A Robust Heading Estimation Solution for Smartphone Multisensor-Integrated Indoor Positioning

As a part of Internet-of-Things applications, various smartphone-based indoor location services have considerable commercial value. It is largely agreed that the integration of multiple sensors is the preferable solution for improving the performance of smartphone indoor positioning, thanks to the diversity of built-in sensors. However, heading error remains a challenge for smartphone indoor positioning, especially in complex indoor scenes. This article, therefore, proposes a heading estimation solution to enhance the accuracy and reliability of smartphone indoor positioning. The extended Kalman filter (EKF)-based solution fuses smartphone built-in motion sensors, magnetometers, building map knowledge, and fingerprinting coarse positions from Wi-Fi or Bluetooth. First, the context of pedestrian mobility and scene knowledge is inferred by combining these data. Then, a scene augmentation strategy and magnetic interference online detection method are applied to calibrate the gyro accumulation error and improve the heading estimation accuracy.

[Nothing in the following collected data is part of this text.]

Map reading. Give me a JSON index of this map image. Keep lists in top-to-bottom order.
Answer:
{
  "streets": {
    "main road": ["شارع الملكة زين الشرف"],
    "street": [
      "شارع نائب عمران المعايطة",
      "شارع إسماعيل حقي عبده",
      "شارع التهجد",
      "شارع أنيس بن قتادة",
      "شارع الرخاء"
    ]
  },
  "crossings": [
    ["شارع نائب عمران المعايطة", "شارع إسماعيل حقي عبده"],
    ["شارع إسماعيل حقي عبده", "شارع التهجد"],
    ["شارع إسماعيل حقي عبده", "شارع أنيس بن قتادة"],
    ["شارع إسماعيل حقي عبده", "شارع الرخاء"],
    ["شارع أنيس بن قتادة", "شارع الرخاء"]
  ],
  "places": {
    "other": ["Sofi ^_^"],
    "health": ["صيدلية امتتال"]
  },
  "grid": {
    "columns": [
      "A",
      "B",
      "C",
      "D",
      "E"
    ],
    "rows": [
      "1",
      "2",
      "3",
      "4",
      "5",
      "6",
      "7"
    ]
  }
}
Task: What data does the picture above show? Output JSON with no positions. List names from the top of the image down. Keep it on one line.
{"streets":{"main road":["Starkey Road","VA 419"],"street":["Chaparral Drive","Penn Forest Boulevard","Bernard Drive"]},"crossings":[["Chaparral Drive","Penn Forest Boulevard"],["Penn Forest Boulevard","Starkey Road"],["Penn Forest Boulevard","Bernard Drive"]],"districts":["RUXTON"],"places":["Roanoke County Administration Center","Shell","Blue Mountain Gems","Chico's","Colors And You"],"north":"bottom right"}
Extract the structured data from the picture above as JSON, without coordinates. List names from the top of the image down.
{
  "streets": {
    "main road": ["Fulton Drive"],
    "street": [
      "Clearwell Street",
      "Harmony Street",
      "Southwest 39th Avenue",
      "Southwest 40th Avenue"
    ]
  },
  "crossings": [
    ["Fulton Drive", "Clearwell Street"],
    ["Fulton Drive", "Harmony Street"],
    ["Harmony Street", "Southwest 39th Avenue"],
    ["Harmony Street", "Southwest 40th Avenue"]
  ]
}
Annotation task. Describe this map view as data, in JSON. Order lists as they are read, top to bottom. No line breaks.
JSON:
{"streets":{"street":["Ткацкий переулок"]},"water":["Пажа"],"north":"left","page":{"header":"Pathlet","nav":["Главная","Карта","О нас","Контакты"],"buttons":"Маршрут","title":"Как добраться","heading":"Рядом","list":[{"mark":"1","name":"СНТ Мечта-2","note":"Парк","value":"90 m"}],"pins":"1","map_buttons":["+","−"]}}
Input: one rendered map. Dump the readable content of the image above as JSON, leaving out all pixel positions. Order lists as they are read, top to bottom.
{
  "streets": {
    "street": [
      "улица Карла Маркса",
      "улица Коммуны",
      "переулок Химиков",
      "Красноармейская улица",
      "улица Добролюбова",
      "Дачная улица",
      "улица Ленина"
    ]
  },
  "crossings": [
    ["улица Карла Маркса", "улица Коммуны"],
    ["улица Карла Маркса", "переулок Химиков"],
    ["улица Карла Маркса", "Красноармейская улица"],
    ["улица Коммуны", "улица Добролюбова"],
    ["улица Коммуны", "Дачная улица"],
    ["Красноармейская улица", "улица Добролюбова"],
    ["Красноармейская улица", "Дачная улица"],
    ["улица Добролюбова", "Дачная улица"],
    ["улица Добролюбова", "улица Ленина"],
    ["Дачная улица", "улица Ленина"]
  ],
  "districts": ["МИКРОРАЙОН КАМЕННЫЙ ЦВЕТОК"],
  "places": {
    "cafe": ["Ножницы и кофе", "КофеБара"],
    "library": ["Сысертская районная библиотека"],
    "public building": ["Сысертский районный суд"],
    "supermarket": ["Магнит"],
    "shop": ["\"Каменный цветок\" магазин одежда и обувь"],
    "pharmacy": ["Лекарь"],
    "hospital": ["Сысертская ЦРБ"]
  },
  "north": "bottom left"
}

Additionally, quasistatic and low-dynamic judgments and online calibration are used to mitigate gyro drift. The proposed solution is implemented on a smartphone device and validated in several experiments under natural pedestrian mobility and complex indoor scenarios. Experiments show that the accuracy of heading estimation is improved from 13.1° to 2.0°. The improved heading estimation enhances the accuracy of smartphone indoor positioning from 3.57 to 0.90 m. The proposed solution is applicable to real location-based service scenarios.